═══ Provided records ═══
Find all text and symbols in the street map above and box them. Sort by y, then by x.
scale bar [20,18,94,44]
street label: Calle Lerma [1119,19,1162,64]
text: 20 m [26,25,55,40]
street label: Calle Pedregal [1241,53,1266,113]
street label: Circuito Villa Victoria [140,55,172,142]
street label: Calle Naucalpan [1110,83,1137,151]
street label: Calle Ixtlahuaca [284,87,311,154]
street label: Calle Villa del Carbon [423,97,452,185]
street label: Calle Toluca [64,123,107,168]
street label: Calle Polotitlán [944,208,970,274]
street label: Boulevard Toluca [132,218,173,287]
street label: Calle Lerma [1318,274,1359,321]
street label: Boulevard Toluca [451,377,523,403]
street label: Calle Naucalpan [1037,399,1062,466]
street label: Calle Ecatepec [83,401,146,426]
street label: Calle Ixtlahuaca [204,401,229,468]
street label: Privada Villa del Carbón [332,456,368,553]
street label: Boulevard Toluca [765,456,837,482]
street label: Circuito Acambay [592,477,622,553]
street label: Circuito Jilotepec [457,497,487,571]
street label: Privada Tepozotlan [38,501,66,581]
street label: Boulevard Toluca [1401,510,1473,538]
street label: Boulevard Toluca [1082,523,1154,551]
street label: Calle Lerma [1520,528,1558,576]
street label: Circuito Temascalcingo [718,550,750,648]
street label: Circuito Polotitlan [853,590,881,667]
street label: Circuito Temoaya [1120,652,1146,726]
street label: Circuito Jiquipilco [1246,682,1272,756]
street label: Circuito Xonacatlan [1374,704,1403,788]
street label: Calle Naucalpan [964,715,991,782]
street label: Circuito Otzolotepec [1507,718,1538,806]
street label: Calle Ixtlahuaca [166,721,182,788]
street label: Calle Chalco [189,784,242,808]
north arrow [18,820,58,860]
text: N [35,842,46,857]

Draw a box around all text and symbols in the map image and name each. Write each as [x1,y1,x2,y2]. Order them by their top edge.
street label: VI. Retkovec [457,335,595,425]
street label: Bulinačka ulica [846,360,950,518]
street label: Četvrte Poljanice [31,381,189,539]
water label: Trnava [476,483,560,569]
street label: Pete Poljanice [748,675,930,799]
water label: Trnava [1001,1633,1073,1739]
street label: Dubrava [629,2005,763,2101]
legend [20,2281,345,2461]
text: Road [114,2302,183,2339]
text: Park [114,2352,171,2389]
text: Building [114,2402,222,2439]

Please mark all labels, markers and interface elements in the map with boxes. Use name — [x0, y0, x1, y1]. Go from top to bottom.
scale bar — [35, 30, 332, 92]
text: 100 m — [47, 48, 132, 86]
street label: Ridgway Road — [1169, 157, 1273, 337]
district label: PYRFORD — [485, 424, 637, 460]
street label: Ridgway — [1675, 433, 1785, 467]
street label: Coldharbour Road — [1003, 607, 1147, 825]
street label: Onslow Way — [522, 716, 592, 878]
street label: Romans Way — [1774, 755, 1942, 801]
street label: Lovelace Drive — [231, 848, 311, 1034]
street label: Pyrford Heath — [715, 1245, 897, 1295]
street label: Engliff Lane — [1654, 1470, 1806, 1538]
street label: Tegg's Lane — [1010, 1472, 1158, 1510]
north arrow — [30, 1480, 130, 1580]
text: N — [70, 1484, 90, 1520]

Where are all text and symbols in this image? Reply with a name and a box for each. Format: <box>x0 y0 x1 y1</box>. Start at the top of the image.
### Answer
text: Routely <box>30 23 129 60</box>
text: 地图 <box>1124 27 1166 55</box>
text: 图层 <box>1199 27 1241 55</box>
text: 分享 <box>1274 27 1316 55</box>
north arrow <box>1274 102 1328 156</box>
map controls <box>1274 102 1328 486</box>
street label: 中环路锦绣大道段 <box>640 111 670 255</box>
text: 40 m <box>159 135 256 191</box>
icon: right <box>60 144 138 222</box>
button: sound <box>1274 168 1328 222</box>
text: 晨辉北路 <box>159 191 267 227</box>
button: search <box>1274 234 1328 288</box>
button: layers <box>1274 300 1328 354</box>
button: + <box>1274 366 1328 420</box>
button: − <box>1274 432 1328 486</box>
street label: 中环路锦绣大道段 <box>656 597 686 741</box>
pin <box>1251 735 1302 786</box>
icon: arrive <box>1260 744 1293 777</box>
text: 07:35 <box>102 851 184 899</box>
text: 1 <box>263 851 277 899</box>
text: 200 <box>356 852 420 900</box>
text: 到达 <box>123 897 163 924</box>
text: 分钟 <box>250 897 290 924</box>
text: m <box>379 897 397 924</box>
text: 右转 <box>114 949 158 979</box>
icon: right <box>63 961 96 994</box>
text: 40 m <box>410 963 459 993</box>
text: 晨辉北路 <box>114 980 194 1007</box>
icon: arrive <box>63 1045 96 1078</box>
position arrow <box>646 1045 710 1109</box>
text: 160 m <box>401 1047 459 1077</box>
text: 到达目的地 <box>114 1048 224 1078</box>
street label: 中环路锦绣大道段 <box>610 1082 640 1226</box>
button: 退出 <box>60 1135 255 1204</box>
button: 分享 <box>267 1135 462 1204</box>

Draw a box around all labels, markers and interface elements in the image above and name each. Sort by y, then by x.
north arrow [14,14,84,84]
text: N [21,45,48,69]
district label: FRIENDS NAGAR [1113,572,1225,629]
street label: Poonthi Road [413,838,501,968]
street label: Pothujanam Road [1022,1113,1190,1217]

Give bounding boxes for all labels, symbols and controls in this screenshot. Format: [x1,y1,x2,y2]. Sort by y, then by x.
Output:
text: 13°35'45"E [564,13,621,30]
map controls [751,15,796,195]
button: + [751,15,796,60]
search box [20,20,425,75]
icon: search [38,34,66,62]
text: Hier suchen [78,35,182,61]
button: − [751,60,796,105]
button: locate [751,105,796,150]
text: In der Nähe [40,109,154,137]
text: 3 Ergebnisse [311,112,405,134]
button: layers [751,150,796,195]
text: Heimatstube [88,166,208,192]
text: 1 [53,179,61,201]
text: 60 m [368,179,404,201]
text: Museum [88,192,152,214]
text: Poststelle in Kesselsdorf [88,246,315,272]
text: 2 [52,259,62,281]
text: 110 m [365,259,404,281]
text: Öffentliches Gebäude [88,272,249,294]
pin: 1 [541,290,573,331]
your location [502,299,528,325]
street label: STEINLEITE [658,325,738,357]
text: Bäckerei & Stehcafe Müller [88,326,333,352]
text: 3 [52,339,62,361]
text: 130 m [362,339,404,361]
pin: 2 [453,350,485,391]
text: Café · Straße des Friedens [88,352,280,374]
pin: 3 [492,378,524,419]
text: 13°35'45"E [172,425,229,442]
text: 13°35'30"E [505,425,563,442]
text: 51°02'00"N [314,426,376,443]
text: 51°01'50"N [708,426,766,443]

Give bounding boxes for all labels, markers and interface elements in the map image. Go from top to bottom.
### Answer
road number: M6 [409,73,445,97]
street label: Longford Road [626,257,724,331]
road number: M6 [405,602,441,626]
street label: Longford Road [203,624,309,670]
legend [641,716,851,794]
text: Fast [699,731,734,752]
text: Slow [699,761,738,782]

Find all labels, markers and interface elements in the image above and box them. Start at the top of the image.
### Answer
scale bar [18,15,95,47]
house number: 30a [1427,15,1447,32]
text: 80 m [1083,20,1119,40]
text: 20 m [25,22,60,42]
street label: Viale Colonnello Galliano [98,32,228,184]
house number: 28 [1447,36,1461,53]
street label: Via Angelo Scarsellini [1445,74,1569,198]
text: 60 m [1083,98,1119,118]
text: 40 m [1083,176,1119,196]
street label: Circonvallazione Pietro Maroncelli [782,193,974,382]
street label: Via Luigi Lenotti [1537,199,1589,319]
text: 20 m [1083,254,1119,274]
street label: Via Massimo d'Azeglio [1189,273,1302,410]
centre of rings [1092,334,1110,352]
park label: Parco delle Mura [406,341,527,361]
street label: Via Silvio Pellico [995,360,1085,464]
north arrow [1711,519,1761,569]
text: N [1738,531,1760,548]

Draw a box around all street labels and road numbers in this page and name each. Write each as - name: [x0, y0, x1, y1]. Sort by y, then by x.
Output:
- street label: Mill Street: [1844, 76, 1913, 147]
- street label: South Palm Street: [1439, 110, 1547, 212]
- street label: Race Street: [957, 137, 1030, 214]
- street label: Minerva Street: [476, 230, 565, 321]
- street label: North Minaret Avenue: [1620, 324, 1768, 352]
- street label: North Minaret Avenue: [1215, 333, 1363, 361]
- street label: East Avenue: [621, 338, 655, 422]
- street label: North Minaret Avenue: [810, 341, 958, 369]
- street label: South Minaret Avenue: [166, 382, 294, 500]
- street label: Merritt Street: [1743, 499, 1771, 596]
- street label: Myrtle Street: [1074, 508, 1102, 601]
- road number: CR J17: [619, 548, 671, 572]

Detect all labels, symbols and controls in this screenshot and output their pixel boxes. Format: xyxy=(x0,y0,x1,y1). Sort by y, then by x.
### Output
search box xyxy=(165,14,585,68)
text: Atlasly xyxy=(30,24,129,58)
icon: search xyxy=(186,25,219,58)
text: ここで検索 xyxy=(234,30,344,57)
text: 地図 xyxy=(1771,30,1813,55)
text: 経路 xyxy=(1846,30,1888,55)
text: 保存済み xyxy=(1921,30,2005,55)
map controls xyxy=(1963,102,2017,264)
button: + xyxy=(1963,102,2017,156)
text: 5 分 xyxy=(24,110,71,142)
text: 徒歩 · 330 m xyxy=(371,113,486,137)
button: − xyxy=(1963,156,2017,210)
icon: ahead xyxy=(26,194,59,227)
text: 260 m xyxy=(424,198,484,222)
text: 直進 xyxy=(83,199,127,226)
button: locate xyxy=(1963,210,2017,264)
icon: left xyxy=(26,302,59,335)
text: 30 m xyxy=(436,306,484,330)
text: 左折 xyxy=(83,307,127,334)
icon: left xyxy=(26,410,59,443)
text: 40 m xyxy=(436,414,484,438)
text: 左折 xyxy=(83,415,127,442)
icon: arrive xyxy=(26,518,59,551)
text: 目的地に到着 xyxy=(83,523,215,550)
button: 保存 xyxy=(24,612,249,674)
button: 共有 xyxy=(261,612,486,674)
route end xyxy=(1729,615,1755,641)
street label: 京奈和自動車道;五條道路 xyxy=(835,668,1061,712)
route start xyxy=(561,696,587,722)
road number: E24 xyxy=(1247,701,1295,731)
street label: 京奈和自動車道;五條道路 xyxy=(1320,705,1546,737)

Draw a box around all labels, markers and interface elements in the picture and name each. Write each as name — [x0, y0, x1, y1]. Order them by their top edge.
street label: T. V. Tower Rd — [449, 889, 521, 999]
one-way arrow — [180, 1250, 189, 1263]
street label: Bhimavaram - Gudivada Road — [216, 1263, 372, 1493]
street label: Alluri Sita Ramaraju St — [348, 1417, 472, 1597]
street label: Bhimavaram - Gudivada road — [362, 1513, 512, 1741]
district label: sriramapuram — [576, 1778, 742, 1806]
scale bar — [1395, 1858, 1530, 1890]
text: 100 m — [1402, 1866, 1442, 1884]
═══
- [What needs to be done]: In the entries above, find lines with "screenshot" and copy each.

- [Output below]:
Give bounding boxes for all labels, symbols and controls in this screenshot. Format: [x1,y1,x2,y2]. Sort by y, then by x.
Detect all labels, symbols and controls in this screenshot and output their pixel boxes. Format: xyxy=(x0,y0,x1,y1). Sort by y, then by x.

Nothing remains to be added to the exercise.